Patriotism & The Hindu
Invocation: The Verse of Rama
"Api Swarnamayi Lanka na me rochayate Lakshmanah,
Janani janmabhumishcha swargadapi gariyasi."
["This golden Lanka does not interest me, Lakshmana.One's mother and motherland are higher than the highest heavens"]
Shri Rama’s words shine across the ages like an echo in the soul of this land. His refusal of golden Lanka is not rejection, but remembrance. He turns homeward not from poverty of desire, but from fullness of belonging. To him, janmabhūmi is not territory - it is truth.
The Hindu loves the land, not because it is his, but because he belongs to it.
He is born of her dust and drawn by her silence. His breath carries the scent of her rain; his bones remember her rivers. He does not stand upon the land as master, but within it, as flame within the lamp.
The Sacred Relationship
In the Rig Veda, the world is bound by a hidden rhythm: ṛtaṁ ca satyaṁ cābhīd dhāt tapaso ’dhyajāyata. “From the heat of creation arose the order of truth.”
To live in harmony with ṛta is Dharma; to stray from it is adharma. Patriotism, then, is not sentiment, but the recognition of ṛta within one’s home-country. To protect one’s land is to guard the cosmic rhythm that sustains it.
The Upanishads whisper: yasmin sarvāṇi bhūtāni ātmanyevānupaśyati... “"He who constantly sees all living beings in the Self and the Self in all beings, thereafter feels no hatred for anything".
The nation, for the Hindu, is not external geography.
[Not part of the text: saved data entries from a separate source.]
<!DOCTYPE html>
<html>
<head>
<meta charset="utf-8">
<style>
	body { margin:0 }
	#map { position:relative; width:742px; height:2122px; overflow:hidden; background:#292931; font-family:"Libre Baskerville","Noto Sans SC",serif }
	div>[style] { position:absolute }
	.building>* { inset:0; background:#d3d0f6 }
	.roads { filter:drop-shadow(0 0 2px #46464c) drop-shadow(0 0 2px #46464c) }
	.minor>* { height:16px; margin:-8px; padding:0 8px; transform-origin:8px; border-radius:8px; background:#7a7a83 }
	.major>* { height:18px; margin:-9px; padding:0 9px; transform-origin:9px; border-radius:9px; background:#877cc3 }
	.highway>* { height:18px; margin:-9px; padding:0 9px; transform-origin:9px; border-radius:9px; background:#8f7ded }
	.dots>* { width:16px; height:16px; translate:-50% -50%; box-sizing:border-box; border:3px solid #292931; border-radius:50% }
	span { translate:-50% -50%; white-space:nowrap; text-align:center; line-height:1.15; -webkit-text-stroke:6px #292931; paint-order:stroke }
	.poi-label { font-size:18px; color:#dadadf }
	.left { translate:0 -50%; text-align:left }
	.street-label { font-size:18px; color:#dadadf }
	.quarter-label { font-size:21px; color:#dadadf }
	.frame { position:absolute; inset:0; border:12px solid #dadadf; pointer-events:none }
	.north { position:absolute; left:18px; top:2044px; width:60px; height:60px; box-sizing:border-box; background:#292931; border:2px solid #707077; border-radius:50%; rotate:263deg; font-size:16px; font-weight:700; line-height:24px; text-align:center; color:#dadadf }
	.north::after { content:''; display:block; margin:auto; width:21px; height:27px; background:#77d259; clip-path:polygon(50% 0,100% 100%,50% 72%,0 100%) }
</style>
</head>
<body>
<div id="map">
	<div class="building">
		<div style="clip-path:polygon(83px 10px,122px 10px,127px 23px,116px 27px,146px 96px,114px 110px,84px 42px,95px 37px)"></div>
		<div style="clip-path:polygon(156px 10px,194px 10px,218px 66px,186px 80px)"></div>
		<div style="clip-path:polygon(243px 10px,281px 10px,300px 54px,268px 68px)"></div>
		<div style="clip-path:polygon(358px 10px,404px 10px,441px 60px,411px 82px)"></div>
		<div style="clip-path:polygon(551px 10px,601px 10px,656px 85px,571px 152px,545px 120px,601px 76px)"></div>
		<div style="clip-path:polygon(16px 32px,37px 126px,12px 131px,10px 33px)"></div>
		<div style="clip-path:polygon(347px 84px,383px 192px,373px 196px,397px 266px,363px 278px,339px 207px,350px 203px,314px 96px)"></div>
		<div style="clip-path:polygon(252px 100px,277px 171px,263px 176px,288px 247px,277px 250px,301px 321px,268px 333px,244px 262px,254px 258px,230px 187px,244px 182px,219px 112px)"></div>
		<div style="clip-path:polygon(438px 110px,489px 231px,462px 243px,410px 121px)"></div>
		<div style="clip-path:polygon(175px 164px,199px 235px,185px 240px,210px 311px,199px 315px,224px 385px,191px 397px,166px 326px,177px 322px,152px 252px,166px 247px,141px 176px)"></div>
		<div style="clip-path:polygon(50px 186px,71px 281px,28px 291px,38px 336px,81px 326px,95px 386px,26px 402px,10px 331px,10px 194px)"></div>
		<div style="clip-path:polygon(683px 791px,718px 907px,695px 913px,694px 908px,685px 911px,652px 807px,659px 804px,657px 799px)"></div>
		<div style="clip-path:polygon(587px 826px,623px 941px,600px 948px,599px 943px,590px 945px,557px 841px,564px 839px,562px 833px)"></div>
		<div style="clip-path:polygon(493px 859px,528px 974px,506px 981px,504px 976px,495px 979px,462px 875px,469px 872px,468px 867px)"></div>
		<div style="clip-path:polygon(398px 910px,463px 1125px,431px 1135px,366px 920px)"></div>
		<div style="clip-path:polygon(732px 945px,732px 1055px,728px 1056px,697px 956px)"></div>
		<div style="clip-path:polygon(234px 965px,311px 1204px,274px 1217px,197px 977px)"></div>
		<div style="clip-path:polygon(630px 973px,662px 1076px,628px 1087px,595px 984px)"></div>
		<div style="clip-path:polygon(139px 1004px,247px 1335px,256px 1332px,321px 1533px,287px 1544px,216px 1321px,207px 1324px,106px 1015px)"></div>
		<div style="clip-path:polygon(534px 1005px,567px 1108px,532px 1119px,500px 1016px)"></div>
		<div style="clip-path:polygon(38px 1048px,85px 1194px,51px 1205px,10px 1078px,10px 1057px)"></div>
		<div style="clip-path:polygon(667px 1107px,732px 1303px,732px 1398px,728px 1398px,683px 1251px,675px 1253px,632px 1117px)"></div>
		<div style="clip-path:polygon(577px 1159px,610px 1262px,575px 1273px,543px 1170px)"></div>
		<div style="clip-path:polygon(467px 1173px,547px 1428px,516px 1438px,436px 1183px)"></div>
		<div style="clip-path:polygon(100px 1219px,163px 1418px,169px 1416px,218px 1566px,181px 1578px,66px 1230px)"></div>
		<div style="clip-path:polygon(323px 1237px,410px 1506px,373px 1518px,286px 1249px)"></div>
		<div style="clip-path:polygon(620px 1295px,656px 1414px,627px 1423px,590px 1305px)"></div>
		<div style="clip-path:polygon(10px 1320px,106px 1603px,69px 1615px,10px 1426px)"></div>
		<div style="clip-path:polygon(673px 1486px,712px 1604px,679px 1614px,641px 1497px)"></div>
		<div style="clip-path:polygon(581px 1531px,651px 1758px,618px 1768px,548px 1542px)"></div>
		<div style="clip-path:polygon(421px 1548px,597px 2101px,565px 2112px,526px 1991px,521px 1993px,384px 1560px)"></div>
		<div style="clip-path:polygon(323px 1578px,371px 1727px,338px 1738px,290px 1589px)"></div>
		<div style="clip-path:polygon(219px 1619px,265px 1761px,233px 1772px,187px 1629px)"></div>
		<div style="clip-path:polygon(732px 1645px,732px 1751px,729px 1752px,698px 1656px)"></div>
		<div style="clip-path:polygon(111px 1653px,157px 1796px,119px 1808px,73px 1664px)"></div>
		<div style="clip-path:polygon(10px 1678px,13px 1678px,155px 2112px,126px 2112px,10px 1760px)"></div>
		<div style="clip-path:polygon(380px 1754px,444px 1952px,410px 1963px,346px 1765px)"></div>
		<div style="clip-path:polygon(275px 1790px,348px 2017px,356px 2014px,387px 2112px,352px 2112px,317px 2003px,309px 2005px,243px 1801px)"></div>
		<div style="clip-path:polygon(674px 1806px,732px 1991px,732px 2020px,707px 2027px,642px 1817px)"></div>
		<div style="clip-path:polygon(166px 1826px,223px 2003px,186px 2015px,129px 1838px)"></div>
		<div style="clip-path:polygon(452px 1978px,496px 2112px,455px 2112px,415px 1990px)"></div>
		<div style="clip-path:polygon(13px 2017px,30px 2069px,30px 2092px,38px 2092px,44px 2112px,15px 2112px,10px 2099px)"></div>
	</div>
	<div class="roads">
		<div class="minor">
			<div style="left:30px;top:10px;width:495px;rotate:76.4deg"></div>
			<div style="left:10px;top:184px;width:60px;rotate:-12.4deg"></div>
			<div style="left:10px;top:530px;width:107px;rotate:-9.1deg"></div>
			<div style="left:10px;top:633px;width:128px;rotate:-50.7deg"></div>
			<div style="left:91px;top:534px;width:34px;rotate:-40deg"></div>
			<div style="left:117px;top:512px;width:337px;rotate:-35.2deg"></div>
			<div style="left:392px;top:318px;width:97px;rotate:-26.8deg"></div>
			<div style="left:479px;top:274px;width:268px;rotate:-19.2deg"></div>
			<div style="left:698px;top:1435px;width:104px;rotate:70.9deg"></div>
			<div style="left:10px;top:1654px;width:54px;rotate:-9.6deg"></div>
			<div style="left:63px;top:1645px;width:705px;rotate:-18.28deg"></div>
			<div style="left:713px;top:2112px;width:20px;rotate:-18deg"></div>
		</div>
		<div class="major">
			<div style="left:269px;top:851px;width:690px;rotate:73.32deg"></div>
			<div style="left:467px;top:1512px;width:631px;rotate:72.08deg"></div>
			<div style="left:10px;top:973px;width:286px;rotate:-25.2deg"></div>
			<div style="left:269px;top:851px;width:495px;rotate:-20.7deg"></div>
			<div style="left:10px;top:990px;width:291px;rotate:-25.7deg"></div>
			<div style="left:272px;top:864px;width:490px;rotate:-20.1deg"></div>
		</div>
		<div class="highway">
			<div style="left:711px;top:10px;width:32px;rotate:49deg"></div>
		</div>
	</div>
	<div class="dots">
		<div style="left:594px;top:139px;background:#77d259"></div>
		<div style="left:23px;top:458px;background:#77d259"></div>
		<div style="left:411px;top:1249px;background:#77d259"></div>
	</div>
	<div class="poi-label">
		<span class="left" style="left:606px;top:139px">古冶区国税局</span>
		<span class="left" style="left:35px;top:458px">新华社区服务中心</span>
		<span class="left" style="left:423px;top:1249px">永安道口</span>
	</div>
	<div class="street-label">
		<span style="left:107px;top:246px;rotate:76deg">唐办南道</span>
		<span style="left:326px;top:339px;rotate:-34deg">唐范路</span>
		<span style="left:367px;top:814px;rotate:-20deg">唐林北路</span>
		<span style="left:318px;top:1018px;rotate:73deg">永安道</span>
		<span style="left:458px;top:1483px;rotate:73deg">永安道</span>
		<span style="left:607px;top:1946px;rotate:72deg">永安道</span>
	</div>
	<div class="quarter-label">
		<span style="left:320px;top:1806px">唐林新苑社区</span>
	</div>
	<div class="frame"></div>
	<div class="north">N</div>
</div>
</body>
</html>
It is the self, made visible. Its borders are not drawn in ink but in consciousness.
The Voices of Dharma
Tilak once said in Benares: “Religion is an element in nationality. The word Dharma means a tie - to connect the soul with God, and man with man.”
To him, the political was sacred duty, and freedom (Swaraj) was not merely governance but Karma-Yoga - The realization of Dharma through action.
Aurobindo saw Tilak as “the first political leader to restore continuity to the national life.” For him, nationalism was sādhanā. To serve the Mother was to serve the Divine. He wrote: “When you work for the Mother, you are doing yoga.”
Bipin Chandra Pal called India “the living soul of Sanatana Dharma.” To awaken her was to awaken oneself. Theirs was not nationalism in the European sense. It was the re-emergence of Dharma after centuries of silence.
The Breath of Compassion
From the Buddha came tenderness. His Dhammapada resounds: Sabbe sattā sukhi hontu - “May all beings be happy.” (Sarve sada Sukhi Bhavantu)
The King Ashoka carved this truth into stone: “All men are my children. I desire their welfare and happiness both in this world and in the next.”
Where the Vedic mind saw cosmic order, the Buddhist heart saw boundless empathy. Together they wove the fabric of Indian civilization - a harmony of duty and compassion. The Neo-Hindu thinkers would later breathe both into a single flame.
The Neo-Hindu Churning
When Vivekananda thundered that “Each nation has its mission; ours is spirituality,” he was not preaching isolation. He was remembering his inheritance.
He saw India’s poverty not as curse but as a challenge to translate her inner wealth into outer strength. He said, “The first sign of religion is cheerfulness, the second, feeling one with the universe.” That was patriotism: to feel one with the universe through the nation that mirrors it.
Aurobindo deepened this vision: “India cannot perish because her soul is eternal.” For him, the land was Punya Bhumi - a sacred field where humanity learns self-mastery. In her awakening lies the evolution of all mankind.
The Eternal Belonging
For the Hindu, the nation is not made by conquest or contract but by smṛti, the remembrance of shared truth. Its essence is continuity. Mountains, rivers, forests - all are lines in the same drawing. As he bows to the Ganga, he bows to memory itself.
This love is not pride but participation, not noise but nearness. Patriotism becomes prayer; citizenship becomes service.
To see oneself in the land and the land in oneself - this is the Hindu’s patriotism.
The Return
Sometimes, standing on this land that named our civilization, one feels what Rama must have felt - the ache to return. That longing itself is worship. The Hindu’s patriotism is not the cry of victory but the silence of remembrance.
"I love this land not because it is mine, but because I am hers."
Her thought, her language, her longing, her light. And in that belonging, my love becomes eternal.